**EXERCISE**
Keep every line of the data below that has the string "function" and present those lines.
[[ RECORDS TO PROCESS, beginning ]]
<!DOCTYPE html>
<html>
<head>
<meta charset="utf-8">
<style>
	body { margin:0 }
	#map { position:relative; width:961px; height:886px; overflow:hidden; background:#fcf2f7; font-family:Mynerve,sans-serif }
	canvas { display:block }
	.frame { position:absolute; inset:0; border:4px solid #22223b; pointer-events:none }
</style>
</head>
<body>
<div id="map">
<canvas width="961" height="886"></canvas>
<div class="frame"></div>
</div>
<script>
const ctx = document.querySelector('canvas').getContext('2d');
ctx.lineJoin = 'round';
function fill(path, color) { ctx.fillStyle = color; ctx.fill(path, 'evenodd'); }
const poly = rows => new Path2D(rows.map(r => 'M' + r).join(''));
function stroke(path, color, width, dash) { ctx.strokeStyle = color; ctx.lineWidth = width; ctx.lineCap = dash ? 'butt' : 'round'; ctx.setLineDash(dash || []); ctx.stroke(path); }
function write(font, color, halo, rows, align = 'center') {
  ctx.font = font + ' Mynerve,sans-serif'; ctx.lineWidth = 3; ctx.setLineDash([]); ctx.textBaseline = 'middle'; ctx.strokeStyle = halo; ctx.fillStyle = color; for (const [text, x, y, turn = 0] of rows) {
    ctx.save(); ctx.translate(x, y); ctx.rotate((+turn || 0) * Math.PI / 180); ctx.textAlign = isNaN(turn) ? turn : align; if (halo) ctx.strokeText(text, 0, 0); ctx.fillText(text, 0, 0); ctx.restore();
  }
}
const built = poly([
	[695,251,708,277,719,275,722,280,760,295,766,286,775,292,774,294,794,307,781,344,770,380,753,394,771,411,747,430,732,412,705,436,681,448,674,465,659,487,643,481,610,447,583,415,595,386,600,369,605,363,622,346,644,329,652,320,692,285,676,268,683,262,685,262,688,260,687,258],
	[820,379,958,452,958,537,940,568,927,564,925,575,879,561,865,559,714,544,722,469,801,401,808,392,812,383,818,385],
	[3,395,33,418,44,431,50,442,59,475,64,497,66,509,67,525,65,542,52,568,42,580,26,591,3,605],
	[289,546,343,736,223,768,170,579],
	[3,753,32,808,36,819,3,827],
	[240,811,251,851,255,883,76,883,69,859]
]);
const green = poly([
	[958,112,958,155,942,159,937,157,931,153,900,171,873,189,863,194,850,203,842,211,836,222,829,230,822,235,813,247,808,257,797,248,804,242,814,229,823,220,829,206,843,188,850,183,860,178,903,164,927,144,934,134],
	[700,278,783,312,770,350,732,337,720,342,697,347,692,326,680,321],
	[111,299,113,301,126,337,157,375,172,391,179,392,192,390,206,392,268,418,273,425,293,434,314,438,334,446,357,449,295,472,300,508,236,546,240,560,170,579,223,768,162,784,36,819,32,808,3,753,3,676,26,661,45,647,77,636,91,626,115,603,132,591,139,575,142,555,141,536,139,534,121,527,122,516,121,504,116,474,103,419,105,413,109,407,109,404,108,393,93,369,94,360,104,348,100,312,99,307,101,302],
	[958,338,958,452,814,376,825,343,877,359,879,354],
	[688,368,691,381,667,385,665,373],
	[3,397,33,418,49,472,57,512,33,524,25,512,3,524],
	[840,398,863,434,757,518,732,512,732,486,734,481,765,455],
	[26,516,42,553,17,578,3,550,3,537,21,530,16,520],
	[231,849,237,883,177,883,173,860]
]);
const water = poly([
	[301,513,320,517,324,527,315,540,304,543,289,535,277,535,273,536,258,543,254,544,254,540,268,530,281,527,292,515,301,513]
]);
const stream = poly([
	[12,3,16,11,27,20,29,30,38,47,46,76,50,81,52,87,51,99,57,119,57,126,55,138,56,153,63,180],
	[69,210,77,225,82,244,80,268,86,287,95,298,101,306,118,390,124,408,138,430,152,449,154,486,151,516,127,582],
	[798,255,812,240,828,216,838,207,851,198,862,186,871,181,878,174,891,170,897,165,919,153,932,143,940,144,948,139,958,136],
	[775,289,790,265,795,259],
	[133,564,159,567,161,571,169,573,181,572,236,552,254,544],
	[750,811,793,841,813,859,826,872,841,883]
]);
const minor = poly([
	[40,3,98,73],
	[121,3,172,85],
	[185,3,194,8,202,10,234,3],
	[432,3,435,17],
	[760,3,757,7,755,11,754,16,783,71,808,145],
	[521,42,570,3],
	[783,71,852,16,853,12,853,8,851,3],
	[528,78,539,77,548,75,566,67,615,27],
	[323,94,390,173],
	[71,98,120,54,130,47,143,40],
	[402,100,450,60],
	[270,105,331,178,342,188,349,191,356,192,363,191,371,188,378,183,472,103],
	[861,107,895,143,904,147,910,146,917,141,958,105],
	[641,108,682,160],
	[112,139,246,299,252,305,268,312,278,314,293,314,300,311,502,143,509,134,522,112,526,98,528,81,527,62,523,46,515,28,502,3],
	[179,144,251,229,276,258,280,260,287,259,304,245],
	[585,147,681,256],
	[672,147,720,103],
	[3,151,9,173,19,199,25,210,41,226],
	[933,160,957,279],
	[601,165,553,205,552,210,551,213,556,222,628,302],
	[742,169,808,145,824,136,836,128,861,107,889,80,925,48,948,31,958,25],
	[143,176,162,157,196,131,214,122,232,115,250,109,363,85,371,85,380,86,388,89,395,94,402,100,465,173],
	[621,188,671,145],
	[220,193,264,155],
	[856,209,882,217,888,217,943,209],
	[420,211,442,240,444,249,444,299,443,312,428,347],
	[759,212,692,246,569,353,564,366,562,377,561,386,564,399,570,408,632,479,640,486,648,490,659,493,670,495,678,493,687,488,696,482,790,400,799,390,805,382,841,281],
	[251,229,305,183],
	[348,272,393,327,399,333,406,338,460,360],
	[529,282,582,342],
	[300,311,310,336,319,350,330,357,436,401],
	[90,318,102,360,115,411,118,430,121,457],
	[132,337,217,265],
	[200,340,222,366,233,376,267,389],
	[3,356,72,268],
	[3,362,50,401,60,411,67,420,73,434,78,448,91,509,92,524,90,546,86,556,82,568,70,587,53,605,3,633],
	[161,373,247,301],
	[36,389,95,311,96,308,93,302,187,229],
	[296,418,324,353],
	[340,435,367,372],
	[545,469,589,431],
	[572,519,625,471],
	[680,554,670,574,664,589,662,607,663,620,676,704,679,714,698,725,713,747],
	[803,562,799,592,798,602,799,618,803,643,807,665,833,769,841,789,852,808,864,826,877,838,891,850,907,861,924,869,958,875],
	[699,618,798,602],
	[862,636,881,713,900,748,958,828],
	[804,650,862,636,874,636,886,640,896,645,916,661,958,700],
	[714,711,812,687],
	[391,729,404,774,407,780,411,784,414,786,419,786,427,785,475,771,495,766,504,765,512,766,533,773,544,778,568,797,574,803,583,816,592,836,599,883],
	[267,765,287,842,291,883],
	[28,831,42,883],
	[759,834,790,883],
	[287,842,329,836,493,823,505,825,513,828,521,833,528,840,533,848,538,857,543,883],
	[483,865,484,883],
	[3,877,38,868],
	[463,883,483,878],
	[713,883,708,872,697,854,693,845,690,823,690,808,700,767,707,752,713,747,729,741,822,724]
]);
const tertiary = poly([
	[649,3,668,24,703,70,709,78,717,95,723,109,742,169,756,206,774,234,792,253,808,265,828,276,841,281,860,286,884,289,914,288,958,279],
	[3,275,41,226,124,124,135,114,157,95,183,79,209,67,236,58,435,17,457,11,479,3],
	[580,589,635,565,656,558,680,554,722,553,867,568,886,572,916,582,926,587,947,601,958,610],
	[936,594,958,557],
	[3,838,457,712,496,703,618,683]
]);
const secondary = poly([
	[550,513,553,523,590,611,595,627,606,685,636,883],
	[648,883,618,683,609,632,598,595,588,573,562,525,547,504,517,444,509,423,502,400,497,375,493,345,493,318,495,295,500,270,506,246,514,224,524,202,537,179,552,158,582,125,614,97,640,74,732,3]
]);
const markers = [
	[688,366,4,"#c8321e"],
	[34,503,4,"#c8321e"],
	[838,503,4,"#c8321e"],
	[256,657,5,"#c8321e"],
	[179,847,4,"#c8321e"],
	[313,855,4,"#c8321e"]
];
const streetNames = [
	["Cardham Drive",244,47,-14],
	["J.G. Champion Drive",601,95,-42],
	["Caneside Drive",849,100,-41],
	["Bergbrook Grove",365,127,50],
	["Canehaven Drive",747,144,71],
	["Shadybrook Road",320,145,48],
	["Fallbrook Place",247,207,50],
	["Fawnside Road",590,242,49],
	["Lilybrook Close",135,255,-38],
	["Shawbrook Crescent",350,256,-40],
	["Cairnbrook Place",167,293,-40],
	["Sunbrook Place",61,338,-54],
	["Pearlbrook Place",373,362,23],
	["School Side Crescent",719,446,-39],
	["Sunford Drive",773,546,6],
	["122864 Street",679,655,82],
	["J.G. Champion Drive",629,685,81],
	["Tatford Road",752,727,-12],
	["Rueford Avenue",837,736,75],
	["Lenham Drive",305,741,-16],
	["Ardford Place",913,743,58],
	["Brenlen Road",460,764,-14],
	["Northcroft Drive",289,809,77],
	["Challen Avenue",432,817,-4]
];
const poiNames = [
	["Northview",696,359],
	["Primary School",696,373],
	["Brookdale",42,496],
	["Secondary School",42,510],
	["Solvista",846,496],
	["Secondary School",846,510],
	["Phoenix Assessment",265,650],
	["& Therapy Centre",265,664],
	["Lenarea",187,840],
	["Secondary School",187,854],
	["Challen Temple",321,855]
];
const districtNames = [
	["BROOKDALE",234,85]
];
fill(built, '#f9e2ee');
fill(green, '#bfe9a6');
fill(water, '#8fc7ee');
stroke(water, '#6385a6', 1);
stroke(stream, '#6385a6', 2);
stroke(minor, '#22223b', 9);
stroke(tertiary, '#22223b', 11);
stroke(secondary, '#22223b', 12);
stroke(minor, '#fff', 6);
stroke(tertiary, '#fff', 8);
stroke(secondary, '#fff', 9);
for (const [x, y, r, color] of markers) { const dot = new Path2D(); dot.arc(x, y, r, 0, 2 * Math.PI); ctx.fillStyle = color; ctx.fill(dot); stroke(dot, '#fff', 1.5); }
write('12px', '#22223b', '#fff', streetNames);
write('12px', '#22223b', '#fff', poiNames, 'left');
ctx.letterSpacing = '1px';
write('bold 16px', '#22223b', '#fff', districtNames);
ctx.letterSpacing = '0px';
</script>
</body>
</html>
[[ RECORDS TO PROCESS, end ]]
**EXERCISE RESPONSE**
function fill(path, color) { ctx.fillStyle = color; ctx.fill(path, 'evenodd'); }
function stroke(path, color, width, dash) { ctx.strokeStyle = color; ctx.lineWidth = width; ctx.lineCap = dash ? 'butt' : 'round'; ctx.setLineDash(dash || []); ctx.stroke(path); }
function write(font, color, halo, rows, align = 'center') {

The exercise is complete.